Return, unchanged and with no pictures, the lines below from the very first through the one that contains "2px #aaa1b4) drop-shadow(0".
── DATASET
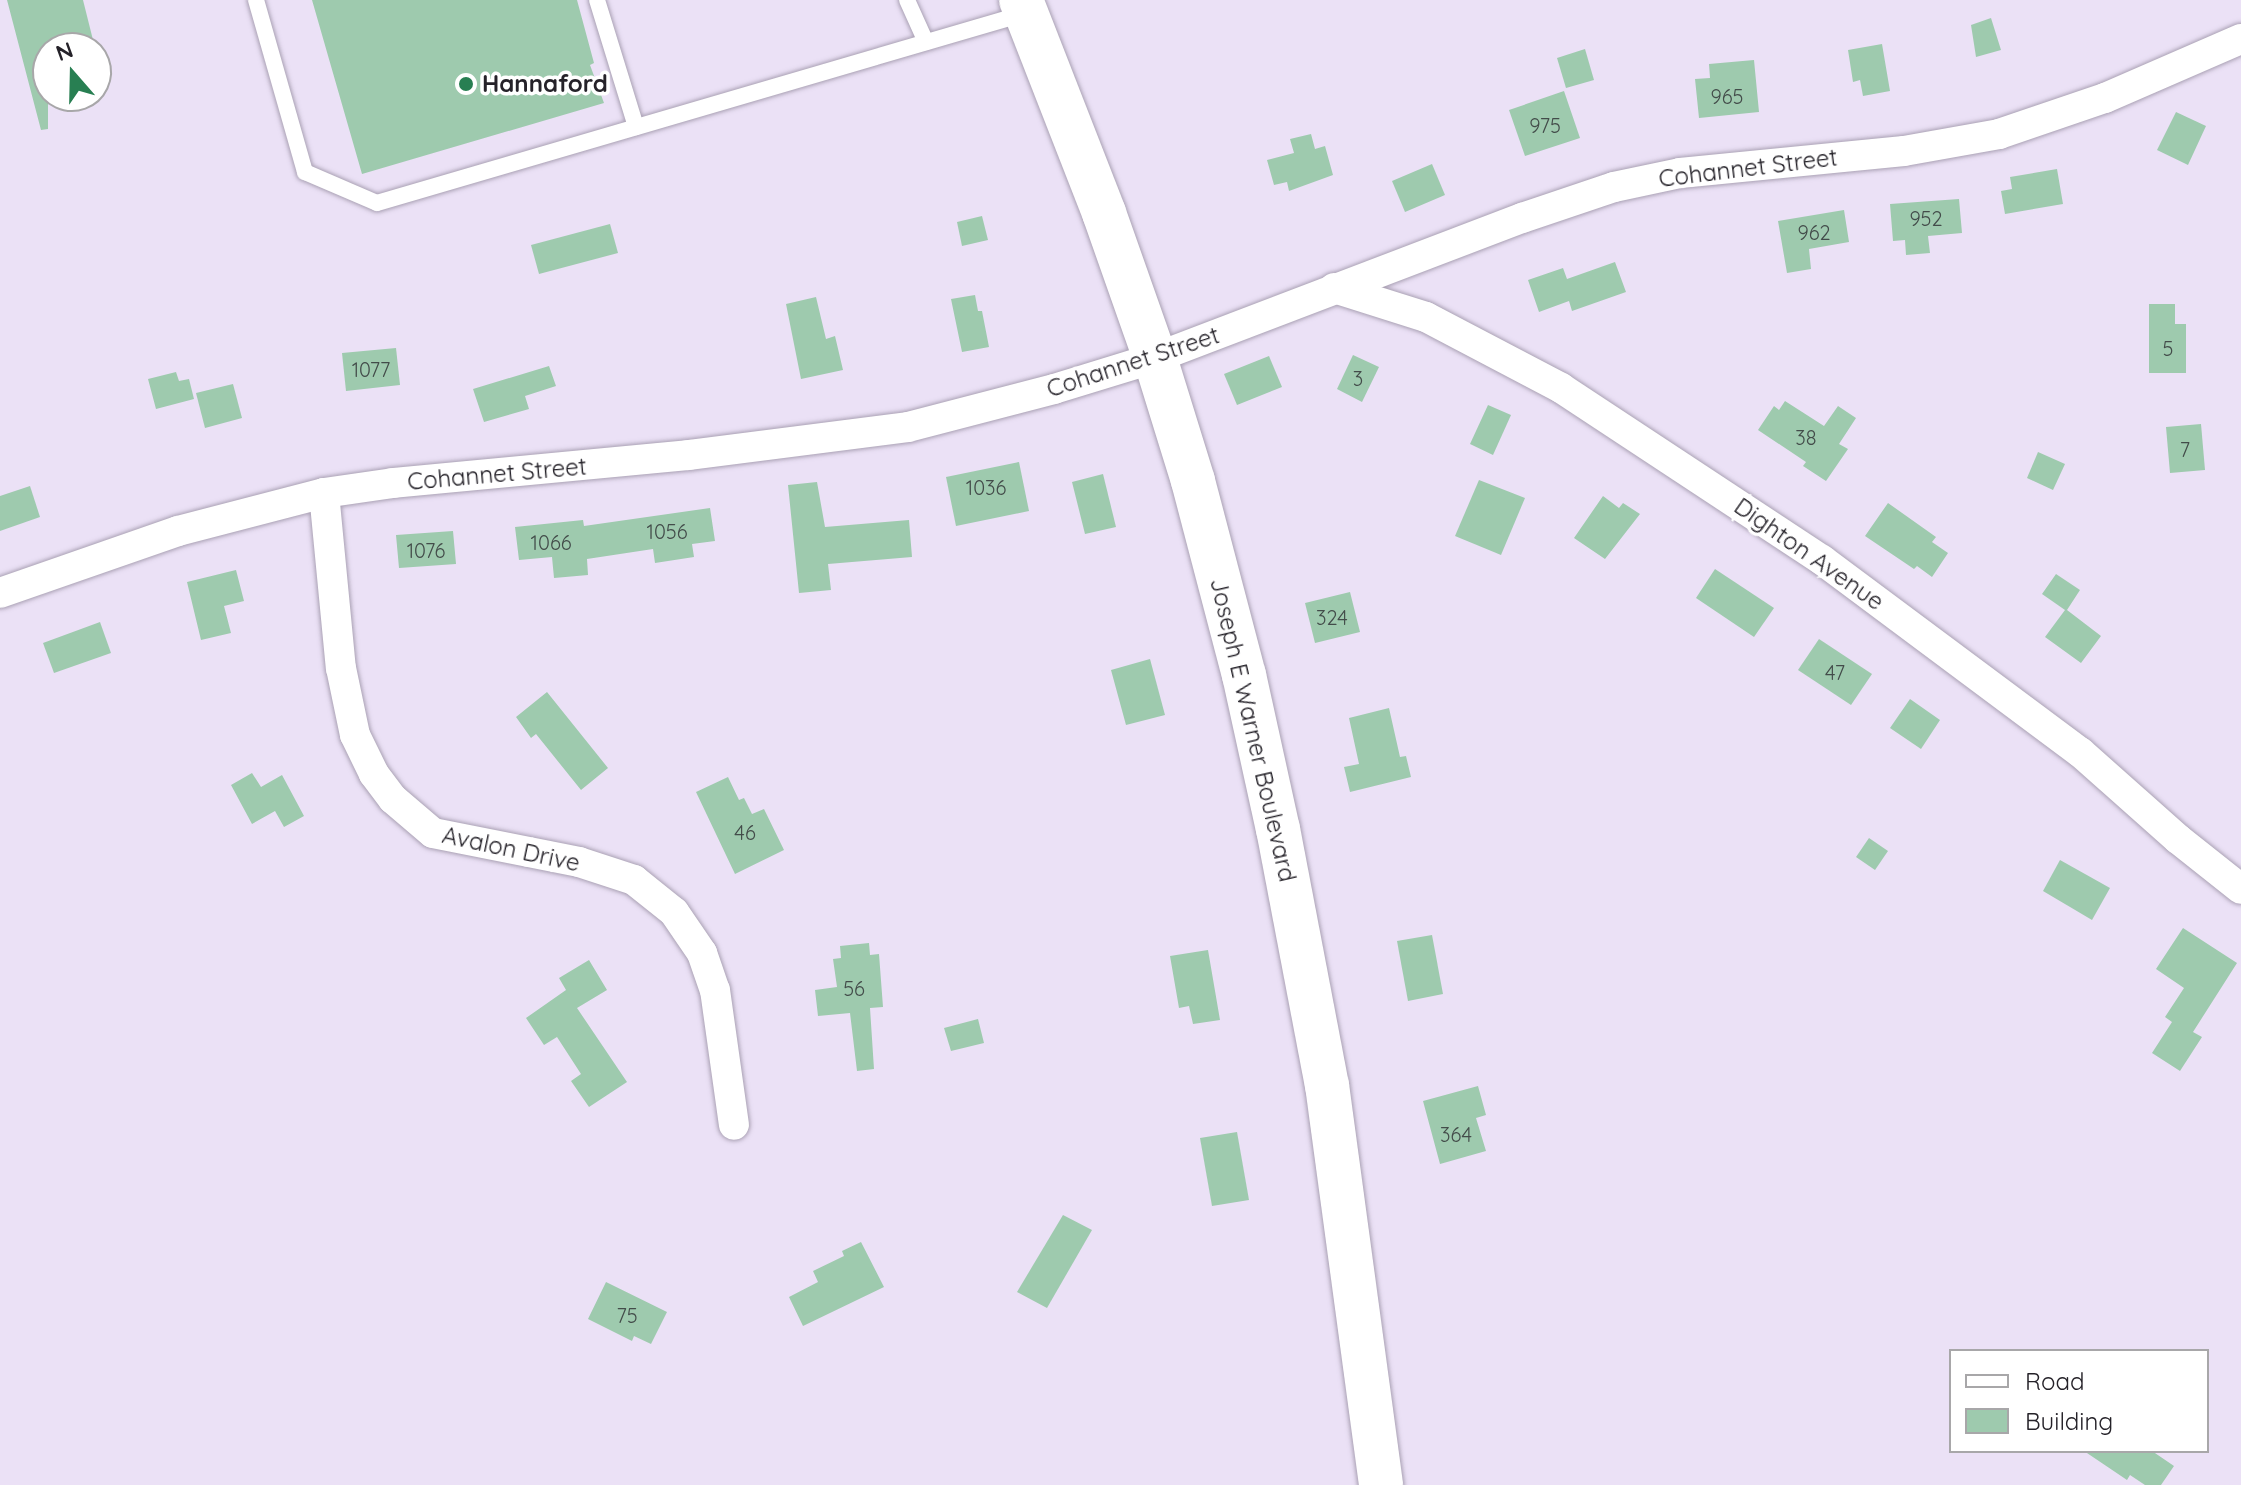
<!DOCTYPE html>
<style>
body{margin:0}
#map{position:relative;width:2241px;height:1485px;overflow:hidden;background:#ebe1f6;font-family:Quicksand,sans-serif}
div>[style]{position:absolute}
.building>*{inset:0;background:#9ecaae}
.roads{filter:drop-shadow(0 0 2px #aaa1b4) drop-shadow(0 0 2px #aaa1b4)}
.service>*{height:16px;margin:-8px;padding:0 8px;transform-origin:8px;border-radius:8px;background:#fff}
.minor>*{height:30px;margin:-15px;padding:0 15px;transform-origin:15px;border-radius:15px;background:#fff}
.secondary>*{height:44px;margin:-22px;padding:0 22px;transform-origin:22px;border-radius:22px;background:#fff}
.dots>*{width:22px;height:22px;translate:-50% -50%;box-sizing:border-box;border:4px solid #fff;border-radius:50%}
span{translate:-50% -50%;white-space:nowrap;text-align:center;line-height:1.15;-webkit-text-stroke:7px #fff;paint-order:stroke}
.number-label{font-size:20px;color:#434c4a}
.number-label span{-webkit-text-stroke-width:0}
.poi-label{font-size:24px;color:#252229;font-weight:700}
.left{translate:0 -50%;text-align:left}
.street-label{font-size:24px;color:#252229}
.legend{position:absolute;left:1949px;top:1349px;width:260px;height:104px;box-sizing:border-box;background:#fff;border:2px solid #a8a7a9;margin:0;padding:10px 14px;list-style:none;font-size:24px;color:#252229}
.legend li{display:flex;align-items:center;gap:16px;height:40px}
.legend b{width:40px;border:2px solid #a8a7a9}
.north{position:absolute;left:32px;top:32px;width:80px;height:80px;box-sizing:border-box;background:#fff;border:2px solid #a8a7a9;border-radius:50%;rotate:340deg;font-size:22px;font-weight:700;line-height:32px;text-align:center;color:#252229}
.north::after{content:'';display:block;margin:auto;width:28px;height:36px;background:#287f52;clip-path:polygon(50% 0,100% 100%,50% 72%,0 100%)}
</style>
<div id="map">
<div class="building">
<i style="clip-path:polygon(7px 0,83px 0,95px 48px,48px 48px,48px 129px,41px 130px)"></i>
<i style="clip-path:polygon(312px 0,577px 0,594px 63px,590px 65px,604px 103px,362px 174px)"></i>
<i style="clip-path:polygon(1991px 18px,2001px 50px,1976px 57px,1971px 25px)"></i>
<i style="clip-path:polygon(1882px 44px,1890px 91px,1863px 96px,1860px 80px,1853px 82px,1848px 50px)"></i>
<i style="clip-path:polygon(1585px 49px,1594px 80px,1566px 88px,1557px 58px)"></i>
<i style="clip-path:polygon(1754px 60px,1759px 112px,1699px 118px,1695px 79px,1710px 78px,1709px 64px)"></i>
<i style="clip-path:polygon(1564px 91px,1580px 138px,1525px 156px,1509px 110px)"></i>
<i style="clip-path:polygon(2176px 112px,2206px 126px,2188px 165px,2157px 150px)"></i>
<i style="clip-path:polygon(1311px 134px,1315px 149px,1325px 146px,1333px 175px,1289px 191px,1287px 182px,1274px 185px,1267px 160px,1294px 153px,1290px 139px)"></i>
<i style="clip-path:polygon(1432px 164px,1445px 195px,1405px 212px,1392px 181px)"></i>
<i style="clip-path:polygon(2057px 169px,2063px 204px,2005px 214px,2001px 191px,2012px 189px,2010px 177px)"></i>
<i style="clip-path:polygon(1959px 199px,1962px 233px,1928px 236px,1930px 253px,1906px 255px,1905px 240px,1893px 241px,1890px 204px)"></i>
<i style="clip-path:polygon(1844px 210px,1849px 242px,1809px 249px,1811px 269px,1787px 273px,1778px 221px)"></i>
<i style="clip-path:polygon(982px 216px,988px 240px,962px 246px,957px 222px)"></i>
<i style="clip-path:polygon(610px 224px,618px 253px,539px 274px,531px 245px)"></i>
<i style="clip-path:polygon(1615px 262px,1626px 292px,1572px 311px,1569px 301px,1539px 312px,1528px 280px,1563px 268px,1567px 279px)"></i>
<i style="clip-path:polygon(975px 295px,978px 311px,982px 311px,989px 347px,962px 352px,951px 299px)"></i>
<i style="clip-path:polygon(816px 297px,826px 339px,835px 336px,843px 370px,801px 379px,786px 304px)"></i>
<i style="clip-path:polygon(2149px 304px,2175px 304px,2175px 324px,2186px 324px,2186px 373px,2149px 373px)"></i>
<i style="clip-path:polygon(396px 348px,400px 385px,346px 391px,342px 353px)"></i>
<i style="clip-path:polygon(1353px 355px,1379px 367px,1362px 402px,1337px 389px)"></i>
<i style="clip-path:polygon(1269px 356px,1282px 387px,1237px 405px,1224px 374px)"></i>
<i style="clip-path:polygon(549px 366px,556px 386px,525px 396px,529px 409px,484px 422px,473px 389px)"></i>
<i style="clip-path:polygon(176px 372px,179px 381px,189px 379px,194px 399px,156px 409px,148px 379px)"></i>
<i style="clip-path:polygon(233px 384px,242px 418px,205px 428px,196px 393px)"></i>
<i style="clip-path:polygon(1785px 401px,1824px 426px,1838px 406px,1856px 418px,1839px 444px,1848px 449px,1826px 481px,1803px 466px,1806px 462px,1758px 430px,1774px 406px,1779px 410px)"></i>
<i style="clip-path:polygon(1488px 405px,1511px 415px,1493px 455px,1470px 444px)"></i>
<i style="clip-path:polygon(2201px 424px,2205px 470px,2170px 473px,2166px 427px)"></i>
<i style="clip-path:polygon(2038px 452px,2065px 464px,2053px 490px,2027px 478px)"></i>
<i style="clip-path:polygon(1019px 462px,1029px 511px,956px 526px,946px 477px)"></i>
<i style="clip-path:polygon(1103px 474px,1116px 527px,1085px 534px,1072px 482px)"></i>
<i style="clip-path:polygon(1479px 480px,1525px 498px,1501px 555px,1455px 536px)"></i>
<i style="clip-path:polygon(817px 482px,825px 527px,909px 520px,912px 557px,828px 564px,831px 590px,799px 593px,788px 485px)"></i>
<i style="clip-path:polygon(30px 486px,40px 517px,0 531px,0 496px)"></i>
<i style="clip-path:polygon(1603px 496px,1619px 508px,1623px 503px,1640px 514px,1605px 559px,1574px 538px)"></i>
<i style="clip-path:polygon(1888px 503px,1936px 537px,1932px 542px,1948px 553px,1932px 577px,1917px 566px,1914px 569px,1865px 536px)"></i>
<i style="clip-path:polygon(710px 508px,715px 541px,692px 544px,694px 557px,655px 563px,653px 549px,587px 559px,588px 575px,554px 578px,552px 557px,519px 560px,515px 527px,583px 520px,584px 526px)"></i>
<i style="clip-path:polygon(453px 531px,456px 564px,399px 568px,396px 535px)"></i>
<i style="clip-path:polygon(1715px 569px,1774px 608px,1754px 637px,1696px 598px)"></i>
<i style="clip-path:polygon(236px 570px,244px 601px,224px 606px,231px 633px,201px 640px,187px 582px)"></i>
<i style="clip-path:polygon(2056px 574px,2080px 590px,2067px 610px,2101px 636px,2081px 663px,2045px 637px,2065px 610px,2042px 594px)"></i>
<i style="clip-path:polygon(1350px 592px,1360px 632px,1315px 643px,1305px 603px)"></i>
<i style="clip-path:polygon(100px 622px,111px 653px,54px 673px,43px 643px)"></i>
<i style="clip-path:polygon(1819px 639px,1872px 674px,1851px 705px,1798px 670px)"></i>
<i style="clip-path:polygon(1150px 659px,1165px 715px,1126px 725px,1111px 670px)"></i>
<i style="clip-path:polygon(547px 692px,608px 768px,581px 790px,536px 734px,531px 738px,516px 717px)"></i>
<i style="clip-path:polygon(1910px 699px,1940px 720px,1921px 749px,1890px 728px)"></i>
<i style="clip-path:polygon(1389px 708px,1400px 757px,1406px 756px,1411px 777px,1350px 792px,1344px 767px,1359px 764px,1349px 718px)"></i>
<i style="clip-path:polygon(252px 773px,261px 787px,282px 775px,304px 816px,284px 827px,275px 811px,252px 824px,231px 785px)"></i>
<i style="clip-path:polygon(728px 777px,739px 800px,744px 798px,752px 814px,764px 809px,784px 850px,735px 874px,696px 792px)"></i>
<i style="clip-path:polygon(1869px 838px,1888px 851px,1875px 870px,1856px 857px)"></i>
<i style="clip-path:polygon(2060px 860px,2110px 888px,2092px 920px,2043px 891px)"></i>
<i style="clip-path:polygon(2183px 928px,2237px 963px,2193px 1032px,2202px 1037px,2180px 1071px,2152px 1053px,2172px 1022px,2165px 1017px,2184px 988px,2156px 969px)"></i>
<i style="clip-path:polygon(1432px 935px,1443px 994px,1408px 1001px,1397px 941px)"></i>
<i style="clip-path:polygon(869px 943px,870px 955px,879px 954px,883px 1007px,870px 1008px,874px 1069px,857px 1071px,850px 1013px,818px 1016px,815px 990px,837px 987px,833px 959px,841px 958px,840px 946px)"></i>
<i style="clip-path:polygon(1208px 950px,1220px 1020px,1193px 1024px,1189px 1006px,1179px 1008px,1170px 956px)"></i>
<i style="clip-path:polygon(589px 960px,607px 990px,577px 1008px,627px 1082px,589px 1107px,571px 1081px,581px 1074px,557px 1037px,544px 1045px,526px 1018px,566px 990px,559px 978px)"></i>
<i style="clip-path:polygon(978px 1019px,984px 1043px,951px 1051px,944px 1028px)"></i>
<i style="clip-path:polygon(1478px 1086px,1486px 1115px,1476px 1118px,1486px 1151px,1440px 1164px,1423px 1101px)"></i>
<i style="clip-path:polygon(1237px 1132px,1249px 1200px,1212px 1206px,1200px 1138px)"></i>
<i style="clip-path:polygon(1063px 1215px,1092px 1230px,1047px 1308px,1017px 1292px)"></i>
<i style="clip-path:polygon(861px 1242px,884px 1287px,803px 1326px,789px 1297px,818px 1282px,813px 1271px,844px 1256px,842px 1251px)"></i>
<i style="clip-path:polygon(606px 1282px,667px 1312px,651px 1344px,634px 1336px,632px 1341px,588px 1319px)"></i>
<i style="clip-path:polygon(2084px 1451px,2152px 1451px,2174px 1466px,2161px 1485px,2145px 1485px,2130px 1475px,2127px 1480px)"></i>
</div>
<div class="roads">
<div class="service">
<i style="left:256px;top:0;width:179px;rotate:74.1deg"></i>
<i style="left:305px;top:172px;width:78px;rotate:23.3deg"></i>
<i style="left:377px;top:203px;width:673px;rotate:-16.31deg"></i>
<i style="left:597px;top:0;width:133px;rotate:72.9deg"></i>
<i style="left:907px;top:0;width:46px;rotate:65.7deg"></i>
</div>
<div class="minor">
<i style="left:1334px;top:288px;width:96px;rotate:17.5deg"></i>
<i style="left:1426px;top:317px;width:153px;rotate:27.7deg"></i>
<i style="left:1561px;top:388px;width:313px;rotate:33.4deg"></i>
<i style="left:1822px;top:560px;width:322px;rotate:36.7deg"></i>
<i style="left:2080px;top:752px;width:131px;rotate:41.6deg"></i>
<i style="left:2178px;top:839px;width:80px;rotate:38.4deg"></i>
<i style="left:324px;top:493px;width:176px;rotate:84.5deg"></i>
<i style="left:341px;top:668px;width:68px;rotate:78.2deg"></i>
<i style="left:355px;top:735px;width:43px;rotate:64deg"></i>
<i style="left:374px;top:774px;width:31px;rotate:53deg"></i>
<i style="left:393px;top:799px;width:52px;rotate:40.4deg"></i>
<i style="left:433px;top:833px;width:149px;rotate:11.2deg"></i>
<i style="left:579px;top:862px;width:58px;rotate:18.1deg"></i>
<i style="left:634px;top:880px;width:51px;rotate:38.7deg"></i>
<i style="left:674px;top:912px;width:50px;rotate:55.7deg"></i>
<i style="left:702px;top:953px;width:39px;rotate:71deg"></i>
<i style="left:715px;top:990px;width:136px;rotate:82deg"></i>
<i style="left:0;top:593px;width:188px;rotate:-19.2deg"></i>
<i style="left:178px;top:531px;width:151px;rotate:-14.6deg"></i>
<i style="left:324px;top:493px;width:70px;rotate:-8.2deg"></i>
<i style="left:393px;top:483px;width:297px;rotate:-5.4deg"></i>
<i style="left:689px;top:455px;width:221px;rotate:-7.3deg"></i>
<i style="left:908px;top:427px;width:151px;rotate:-14.6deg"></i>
<i style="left:1054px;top:389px;width:106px;rotate:-17.1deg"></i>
<i style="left:1155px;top:358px;width:393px;rotate:-20.9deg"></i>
<i style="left:1522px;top:218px;width:97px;rotate:-18.6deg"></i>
<i style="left:1614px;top:187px;width:67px;rotate:-12deg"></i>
<i style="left:1680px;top:173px;width:225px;rotate:-5.6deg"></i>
<i style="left:1904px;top:151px;width:97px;rotate:-10.1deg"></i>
<i style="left:1999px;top:134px;width:112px;rotate:-18.8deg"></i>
<i style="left:2105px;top:98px;width:148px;rotate:-23.5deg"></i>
</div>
<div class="secondary">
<i style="left:1021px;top:0;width:229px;rotate:68.7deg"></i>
<i style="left:1104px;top:213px;width:154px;rotate:70.6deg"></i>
<i style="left:1155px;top:358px;width:129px;rotate:72.8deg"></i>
<i style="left:1193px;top:481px;width:201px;rotate:75.3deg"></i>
<i style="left:1244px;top:675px;width:158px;rotate:77.6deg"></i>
<i style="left:1278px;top:829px;width:261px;rotate:79.2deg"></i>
<i style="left:1327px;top:1085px;width:404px;rotate:82.3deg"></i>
</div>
</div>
<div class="dots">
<i style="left:466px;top:84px;background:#287f52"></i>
</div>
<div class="number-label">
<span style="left:1727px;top:96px">965</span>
<span style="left:1545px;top:125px">975</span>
<span style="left:1926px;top:218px">952</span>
<span style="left:1814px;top:232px">962</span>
<span style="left:2168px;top:348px">5</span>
<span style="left:371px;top:369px">1077</span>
<span style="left:1358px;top:378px">3</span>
<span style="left:1806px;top:437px">38</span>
<span style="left:2185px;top:449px">7</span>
<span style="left:986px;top:487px">1036</span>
<span style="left:667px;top:531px">1056</span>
<span style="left:551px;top:542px">1066</span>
<span style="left:426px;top:550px">1076</span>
<span style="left:1332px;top:617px">324</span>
<span style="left:1835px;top:672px">47</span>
<span style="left:745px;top:832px">46</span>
<span style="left:854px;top:988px">56</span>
<span style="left:1456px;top:1134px">364</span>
<span style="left:627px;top:1315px">75</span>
</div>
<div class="poi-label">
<span class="left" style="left:482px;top:84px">Hannaford</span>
</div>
<div class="street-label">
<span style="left:1748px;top:168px;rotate:-7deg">Cohannet Street</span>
<span style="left:1133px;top:362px;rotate:-18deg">Cohannet Street</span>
<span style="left:497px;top:474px;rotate:-5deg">Cohannet Street</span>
<span style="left:1809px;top:554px;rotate:35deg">Dighton Avenue</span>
<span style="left:1253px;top:730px;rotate:77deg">Joseph E Warner Boulevard</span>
<span style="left:511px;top:849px;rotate:12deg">Avalon Drive</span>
</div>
<ul class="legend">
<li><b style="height:10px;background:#fff"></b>Road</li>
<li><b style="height:22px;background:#9ecaae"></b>Building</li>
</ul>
<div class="north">N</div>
</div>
────
### RESPONSE BOX
<!DOCTYPE html>
<style>
body{margin:0}
#map{position:relative;width:2241px;height:1485px;overflow:hidden;background:#ebe1f6;font-family:Quicksand,sans-serif}
div>[style]{position:absolute}
.building>*{inset:0;background:#9ecaae}
.roads{filter:drop-shadow(0 0 2px #aaa1b4) drop-shadow(0 0 2px #aaa1b4)}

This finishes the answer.